# [ACTION ITEM]
Look through the material below and return every line that contains "need".
PROVIDED DATA START
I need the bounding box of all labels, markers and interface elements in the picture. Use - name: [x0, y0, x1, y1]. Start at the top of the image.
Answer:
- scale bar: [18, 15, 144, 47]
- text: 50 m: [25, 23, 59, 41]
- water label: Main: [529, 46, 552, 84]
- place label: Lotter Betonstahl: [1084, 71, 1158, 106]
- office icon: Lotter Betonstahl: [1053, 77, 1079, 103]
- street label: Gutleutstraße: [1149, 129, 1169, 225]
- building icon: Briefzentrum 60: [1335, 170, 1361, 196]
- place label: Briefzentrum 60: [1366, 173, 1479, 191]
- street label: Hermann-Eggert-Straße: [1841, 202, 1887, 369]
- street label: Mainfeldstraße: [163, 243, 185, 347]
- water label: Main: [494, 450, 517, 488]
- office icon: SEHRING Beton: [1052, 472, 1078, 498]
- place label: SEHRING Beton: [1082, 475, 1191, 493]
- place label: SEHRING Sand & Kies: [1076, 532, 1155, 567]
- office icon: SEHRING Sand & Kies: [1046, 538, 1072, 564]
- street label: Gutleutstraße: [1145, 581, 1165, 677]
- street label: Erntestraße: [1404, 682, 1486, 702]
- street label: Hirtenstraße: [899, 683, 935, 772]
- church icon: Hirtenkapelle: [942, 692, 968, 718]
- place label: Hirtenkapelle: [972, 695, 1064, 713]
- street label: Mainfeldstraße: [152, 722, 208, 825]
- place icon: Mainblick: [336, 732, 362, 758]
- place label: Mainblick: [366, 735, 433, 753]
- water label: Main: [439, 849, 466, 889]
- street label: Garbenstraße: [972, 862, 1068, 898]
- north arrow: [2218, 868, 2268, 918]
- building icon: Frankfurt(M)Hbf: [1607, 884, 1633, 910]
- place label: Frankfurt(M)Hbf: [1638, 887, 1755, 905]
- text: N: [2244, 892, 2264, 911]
PROVIDED DATA END
PROVIDED DATA START
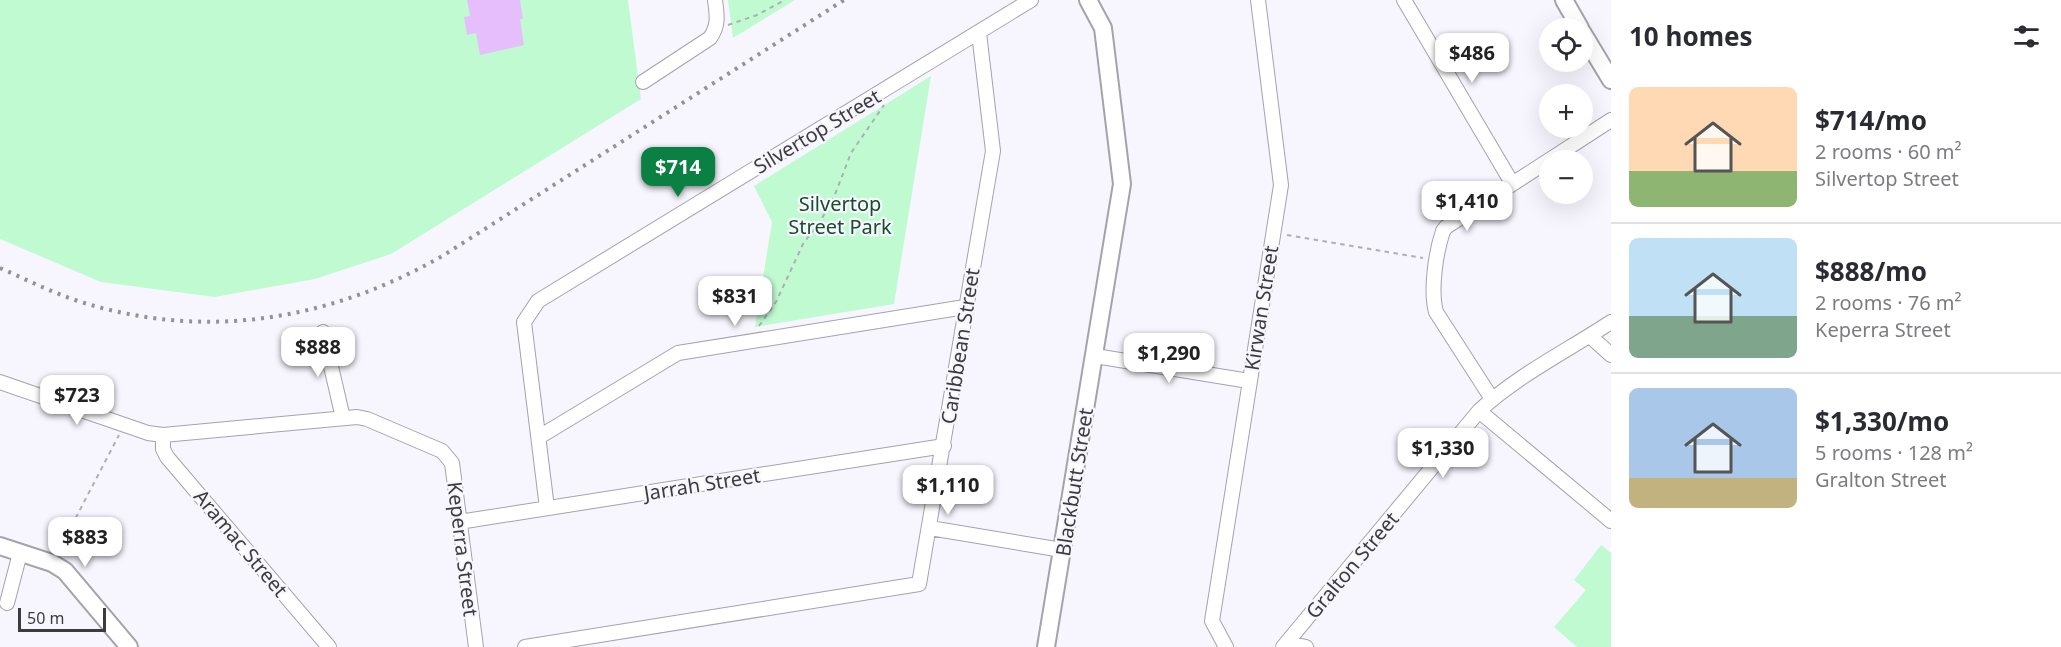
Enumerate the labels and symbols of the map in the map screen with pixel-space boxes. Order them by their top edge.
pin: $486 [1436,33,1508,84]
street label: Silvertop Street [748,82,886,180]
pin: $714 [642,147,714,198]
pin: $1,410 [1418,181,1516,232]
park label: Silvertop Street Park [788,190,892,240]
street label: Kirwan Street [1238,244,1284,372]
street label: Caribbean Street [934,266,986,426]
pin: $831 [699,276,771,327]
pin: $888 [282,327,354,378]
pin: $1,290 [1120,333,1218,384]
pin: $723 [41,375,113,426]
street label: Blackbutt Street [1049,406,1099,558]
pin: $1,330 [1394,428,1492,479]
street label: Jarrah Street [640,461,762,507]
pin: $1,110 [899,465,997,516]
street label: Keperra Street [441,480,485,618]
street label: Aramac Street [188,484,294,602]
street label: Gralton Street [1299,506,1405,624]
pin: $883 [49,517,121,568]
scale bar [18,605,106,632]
PROVIDED DATA END
PROVIDED DATA START
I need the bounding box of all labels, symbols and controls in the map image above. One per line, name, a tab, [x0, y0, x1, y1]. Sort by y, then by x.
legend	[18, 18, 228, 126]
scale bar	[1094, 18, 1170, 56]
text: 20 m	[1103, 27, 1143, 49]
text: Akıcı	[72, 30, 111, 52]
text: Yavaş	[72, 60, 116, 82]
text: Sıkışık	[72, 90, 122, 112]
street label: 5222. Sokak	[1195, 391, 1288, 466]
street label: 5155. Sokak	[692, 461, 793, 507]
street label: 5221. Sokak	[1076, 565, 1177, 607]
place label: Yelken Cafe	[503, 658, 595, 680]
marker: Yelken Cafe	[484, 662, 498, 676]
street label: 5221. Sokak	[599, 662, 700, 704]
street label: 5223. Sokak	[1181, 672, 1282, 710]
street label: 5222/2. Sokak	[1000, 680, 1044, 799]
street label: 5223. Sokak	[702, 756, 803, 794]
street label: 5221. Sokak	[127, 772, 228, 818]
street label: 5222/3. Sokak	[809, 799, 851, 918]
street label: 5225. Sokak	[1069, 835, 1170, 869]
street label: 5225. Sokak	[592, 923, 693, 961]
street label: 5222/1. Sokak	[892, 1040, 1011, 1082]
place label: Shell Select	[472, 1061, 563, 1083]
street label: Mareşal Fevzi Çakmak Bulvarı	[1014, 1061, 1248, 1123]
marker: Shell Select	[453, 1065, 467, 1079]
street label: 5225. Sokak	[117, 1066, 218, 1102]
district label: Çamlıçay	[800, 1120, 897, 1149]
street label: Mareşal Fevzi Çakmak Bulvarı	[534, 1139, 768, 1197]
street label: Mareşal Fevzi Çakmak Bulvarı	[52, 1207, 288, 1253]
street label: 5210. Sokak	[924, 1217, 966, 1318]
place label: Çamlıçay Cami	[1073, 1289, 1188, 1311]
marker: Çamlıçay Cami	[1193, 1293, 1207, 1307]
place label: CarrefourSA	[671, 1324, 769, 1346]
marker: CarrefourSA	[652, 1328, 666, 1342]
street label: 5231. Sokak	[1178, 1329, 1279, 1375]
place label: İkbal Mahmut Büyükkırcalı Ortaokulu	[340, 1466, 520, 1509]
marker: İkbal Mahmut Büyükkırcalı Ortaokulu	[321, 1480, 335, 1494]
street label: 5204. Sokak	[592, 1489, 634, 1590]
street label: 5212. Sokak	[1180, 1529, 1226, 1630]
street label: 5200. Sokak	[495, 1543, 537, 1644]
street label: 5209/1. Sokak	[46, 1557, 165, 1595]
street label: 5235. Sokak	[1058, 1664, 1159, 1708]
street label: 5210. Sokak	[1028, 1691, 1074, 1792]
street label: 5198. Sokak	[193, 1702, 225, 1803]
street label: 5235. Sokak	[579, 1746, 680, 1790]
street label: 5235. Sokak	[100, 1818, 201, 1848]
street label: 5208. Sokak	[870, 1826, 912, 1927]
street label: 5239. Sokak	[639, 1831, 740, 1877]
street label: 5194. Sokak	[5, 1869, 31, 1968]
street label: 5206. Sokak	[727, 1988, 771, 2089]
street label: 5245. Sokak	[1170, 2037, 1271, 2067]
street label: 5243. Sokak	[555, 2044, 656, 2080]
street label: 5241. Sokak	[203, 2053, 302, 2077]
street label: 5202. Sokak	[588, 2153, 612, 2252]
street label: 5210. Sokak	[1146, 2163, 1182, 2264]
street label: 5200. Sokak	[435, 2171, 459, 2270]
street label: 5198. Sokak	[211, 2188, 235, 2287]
PROVIDED DATA END
# [RESULT BELOW]
I need the bounding box of all labels, markers and interface elements in the picture. Use - name: [x0, y0, x1, y1]. Start at the top of the image.
I need the bounding box of all labels, symbols and controls in the map image above. One per line, name, a tab, [x0, y0, x1, y1]. Sort by y, then by x.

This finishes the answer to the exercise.